§ SOURCE RECORDS
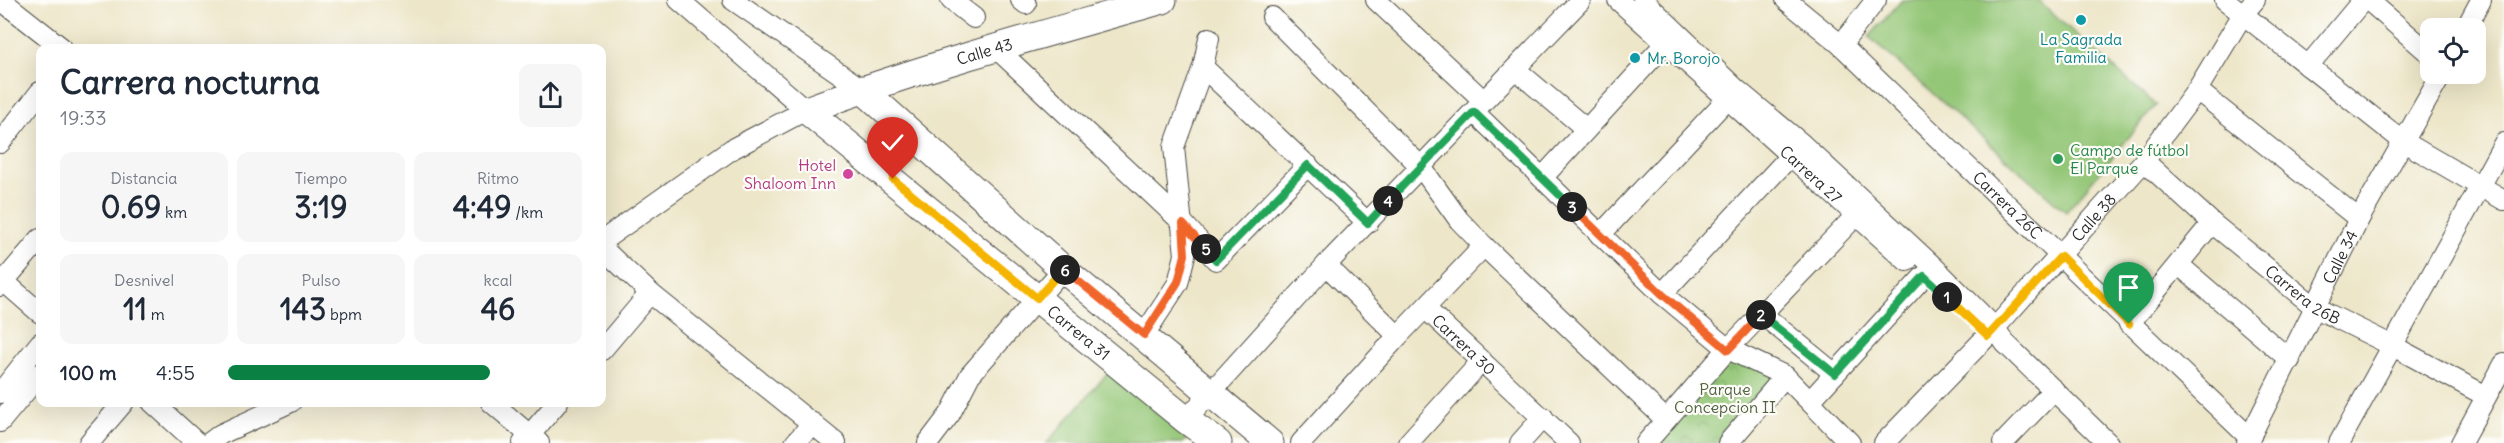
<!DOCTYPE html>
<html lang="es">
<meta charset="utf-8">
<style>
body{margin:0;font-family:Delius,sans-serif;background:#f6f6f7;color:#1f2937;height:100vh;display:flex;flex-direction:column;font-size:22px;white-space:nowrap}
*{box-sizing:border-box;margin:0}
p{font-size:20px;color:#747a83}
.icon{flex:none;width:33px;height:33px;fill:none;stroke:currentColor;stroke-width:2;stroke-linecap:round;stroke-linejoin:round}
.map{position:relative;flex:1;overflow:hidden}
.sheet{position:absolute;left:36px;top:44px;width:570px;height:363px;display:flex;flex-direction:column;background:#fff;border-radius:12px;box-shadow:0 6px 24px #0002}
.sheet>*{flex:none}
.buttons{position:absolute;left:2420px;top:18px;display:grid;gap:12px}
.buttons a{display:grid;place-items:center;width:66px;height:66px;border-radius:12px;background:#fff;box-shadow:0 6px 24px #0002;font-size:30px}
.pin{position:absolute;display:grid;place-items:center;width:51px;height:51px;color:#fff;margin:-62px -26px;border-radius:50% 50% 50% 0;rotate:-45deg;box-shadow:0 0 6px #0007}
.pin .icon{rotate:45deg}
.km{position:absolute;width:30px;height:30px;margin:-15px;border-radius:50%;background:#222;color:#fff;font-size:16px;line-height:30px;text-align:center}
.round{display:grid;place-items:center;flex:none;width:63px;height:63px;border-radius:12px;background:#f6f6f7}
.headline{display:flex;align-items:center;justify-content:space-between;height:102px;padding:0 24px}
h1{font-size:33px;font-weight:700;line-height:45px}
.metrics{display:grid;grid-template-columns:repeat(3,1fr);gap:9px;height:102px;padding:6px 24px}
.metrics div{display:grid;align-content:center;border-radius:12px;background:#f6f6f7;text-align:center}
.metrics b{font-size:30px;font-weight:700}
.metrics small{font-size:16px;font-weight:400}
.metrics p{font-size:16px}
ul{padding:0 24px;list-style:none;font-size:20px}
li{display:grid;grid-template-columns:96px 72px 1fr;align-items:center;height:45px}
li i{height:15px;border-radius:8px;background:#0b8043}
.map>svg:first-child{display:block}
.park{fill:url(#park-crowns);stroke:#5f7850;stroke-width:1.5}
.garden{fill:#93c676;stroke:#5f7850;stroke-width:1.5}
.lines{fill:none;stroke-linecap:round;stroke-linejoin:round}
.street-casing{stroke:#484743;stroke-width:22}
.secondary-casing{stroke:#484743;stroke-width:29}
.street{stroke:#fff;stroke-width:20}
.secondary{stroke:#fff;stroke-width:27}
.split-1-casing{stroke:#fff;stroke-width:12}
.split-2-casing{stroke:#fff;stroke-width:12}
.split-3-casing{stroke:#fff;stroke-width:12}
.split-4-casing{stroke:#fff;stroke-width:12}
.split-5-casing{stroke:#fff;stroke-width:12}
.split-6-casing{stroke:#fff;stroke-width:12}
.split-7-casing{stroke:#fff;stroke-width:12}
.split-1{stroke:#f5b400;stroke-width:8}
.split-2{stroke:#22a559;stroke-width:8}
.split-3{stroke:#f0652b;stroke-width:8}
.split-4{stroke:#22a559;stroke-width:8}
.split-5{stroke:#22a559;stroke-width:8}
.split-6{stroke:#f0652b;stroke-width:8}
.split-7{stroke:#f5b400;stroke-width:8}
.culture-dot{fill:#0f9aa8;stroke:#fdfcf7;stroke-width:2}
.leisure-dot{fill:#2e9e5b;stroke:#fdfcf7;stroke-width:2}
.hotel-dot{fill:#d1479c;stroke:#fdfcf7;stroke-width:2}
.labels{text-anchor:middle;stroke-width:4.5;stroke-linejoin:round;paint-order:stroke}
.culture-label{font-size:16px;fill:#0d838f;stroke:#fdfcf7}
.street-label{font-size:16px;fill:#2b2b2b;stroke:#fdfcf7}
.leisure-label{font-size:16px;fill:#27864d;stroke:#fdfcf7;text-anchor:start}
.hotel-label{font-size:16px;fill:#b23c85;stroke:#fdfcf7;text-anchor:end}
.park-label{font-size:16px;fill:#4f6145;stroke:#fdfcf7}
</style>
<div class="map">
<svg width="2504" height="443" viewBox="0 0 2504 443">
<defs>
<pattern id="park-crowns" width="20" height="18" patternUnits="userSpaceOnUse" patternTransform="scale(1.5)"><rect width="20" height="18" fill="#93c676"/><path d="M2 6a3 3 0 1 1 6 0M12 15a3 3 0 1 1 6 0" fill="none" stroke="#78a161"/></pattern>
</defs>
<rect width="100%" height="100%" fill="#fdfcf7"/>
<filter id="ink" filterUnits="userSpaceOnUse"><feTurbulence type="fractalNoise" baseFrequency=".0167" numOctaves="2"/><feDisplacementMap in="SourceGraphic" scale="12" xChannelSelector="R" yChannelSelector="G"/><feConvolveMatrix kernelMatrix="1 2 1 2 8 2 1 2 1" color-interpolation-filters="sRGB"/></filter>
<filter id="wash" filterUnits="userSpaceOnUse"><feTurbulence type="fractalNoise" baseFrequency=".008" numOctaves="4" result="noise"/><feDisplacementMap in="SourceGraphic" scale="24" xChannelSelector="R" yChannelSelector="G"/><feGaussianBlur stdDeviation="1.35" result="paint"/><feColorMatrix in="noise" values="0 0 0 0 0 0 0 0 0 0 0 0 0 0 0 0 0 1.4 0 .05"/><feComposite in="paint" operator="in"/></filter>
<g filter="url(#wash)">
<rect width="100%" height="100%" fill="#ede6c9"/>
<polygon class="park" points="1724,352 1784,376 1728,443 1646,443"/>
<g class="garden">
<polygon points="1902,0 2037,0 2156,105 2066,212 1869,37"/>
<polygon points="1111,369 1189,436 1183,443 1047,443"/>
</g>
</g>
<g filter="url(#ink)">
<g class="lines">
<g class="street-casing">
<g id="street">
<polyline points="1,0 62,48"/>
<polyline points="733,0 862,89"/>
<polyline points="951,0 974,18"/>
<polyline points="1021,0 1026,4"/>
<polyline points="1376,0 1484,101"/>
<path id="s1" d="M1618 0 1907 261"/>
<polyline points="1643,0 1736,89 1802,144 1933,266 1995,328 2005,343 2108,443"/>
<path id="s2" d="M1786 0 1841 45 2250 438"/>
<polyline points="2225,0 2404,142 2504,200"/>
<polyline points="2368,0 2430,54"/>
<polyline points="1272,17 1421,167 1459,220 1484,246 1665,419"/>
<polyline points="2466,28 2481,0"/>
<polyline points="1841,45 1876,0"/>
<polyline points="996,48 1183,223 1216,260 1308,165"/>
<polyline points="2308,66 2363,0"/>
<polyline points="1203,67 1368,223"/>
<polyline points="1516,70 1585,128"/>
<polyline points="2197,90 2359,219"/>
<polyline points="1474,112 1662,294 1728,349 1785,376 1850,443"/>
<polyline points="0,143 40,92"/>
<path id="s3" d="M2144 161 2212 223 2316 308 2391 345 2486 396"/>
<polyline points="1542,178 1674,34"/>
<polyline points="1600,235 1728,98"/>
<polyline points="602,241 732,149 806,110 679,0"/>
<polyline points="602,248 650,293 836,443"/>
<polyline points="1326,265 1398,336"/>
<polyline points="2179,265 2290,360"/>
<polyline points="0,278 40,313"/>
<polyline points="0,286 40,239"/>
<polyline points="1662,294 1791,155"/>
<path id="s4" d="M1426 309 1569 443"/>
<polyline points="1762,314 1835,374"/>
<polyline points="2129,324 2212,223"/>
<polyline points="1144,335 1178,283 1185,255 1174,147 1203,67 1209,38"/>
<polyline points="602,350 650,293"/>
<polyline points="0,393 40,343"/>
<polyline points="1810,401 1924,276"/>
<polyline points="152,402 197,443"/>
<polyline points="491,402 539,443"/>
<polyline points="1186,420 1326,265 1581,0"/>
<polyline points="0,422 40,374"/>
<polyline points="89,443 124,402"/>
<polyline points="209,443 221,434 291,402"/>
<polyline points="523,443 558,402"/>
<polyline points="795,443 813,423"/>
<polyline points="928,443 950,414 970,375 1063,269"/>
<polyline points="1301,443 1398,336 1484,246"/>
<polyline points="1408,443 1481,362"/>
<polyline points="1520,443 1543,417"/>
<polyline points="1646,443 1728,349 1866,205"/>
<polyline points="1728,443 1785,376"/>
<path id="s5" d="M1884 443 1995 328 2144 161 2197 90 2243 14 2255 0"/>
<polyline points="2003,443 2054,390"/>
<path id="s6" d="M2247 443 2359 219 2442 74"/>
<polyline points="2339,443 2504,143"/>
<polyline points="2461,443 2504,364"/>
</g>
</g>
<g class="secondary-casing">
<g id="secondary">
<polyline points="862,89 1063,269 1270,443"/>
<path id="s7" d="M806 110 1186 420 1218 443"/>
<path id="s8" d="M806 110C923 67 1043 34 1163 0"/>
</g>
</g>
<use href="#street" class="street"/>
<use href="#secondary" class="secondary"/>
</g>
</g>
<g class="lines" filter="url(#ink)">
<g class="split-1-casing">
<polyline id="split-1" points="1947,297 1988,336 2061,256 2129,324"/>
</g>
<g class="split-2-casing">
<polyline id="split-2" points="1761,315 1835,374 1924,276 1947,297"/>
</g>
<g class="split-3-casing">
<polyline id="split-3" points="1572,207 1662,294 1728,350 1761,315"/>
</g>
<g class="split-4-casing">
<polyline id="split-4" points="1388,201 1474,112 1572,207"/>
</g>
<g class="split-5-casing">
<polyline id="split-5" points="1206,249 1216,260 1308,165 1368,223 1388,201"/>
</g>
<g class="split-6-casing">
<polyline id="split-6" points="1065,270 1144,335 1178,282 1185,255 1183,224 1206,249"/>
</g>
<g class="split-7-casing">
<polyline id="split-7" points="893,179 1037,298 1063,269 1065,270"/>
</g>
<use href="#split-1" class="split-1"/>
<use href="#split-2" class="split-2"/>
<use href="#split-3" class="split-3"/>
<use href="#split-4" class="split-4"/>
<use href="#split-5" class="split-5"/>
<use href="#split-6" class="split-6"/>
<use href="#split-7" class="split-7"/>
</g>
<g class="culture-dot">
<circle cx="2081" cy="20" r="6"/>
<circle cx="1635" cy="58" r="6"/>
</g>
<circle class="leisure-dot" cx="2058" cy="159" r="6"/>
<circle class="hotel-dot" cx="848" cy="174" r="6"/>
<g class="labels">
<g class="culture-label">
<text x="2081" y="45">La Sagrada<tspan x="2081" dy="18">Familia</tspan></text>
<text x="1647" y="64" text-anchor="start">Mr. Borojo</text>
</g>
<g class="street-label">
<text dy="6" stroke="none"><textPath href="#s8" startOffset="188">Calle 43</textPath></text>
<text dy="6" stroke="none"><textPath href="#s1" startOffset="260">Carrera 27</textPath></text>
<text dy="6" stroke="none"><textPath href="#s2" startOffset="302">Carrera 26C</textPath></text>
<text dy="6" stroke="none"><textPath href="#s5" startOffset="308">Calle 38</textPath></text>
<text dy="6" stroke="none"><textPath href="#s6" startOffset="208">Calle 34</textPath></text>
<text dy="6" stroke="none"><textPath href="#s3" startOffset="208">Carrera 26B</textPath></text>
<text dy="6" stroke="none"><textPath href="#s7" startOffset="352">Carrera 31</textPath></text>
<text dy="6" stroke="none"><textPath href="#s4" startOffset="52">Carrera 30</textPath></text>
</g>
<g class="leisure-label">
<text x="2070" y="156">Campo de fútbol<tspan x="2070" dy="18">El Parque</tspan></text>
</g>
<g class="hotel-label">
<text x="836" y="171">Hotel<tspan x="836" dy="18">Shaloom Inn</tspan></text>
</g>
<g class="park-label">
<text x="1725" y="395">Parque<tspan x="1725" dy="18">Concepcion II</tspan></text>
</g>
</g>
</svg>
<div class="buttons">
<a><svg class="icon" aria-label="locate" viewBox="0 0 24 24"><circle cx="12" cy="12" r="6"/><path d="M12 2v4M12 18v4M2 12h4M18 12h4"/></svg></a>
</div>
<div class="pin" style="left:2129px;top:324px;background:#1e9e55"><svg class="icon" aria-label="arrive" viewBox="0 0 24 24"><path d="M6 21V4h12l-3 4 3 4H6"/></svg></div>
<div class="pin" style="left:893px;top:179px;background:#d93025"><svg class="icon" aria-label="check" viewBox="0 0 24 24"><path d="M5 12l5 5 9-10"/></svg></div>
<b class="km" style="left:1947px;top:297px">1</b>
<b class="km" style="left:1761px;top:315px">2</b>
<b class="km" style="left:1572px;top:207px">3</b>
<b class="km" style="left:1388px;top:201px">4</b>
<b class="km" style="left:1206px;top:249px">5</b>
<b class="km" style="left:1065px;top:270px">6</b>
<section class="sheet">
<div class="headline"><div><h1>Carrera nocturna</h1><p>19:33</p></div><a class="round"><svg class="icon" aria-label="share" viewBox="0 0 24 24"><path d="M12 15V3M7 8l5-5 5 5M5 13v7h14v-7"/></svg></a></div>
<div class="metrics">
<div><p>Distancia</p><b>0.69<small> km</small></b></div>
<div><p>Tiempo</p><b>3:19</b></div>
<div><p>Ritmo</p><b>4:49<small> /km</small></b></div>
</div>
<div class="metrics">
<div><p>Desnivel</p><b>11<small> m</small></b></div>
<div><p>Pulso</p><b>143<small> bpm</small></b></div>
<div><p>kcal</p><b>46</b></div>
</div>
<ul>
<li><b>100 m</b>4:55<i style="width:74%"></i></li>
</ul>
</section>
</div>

§ TASK PROMPT
Each line in the entries above that includes the string "polygon" adds to the count; state that count only.

§ YOUR SOLUTION
3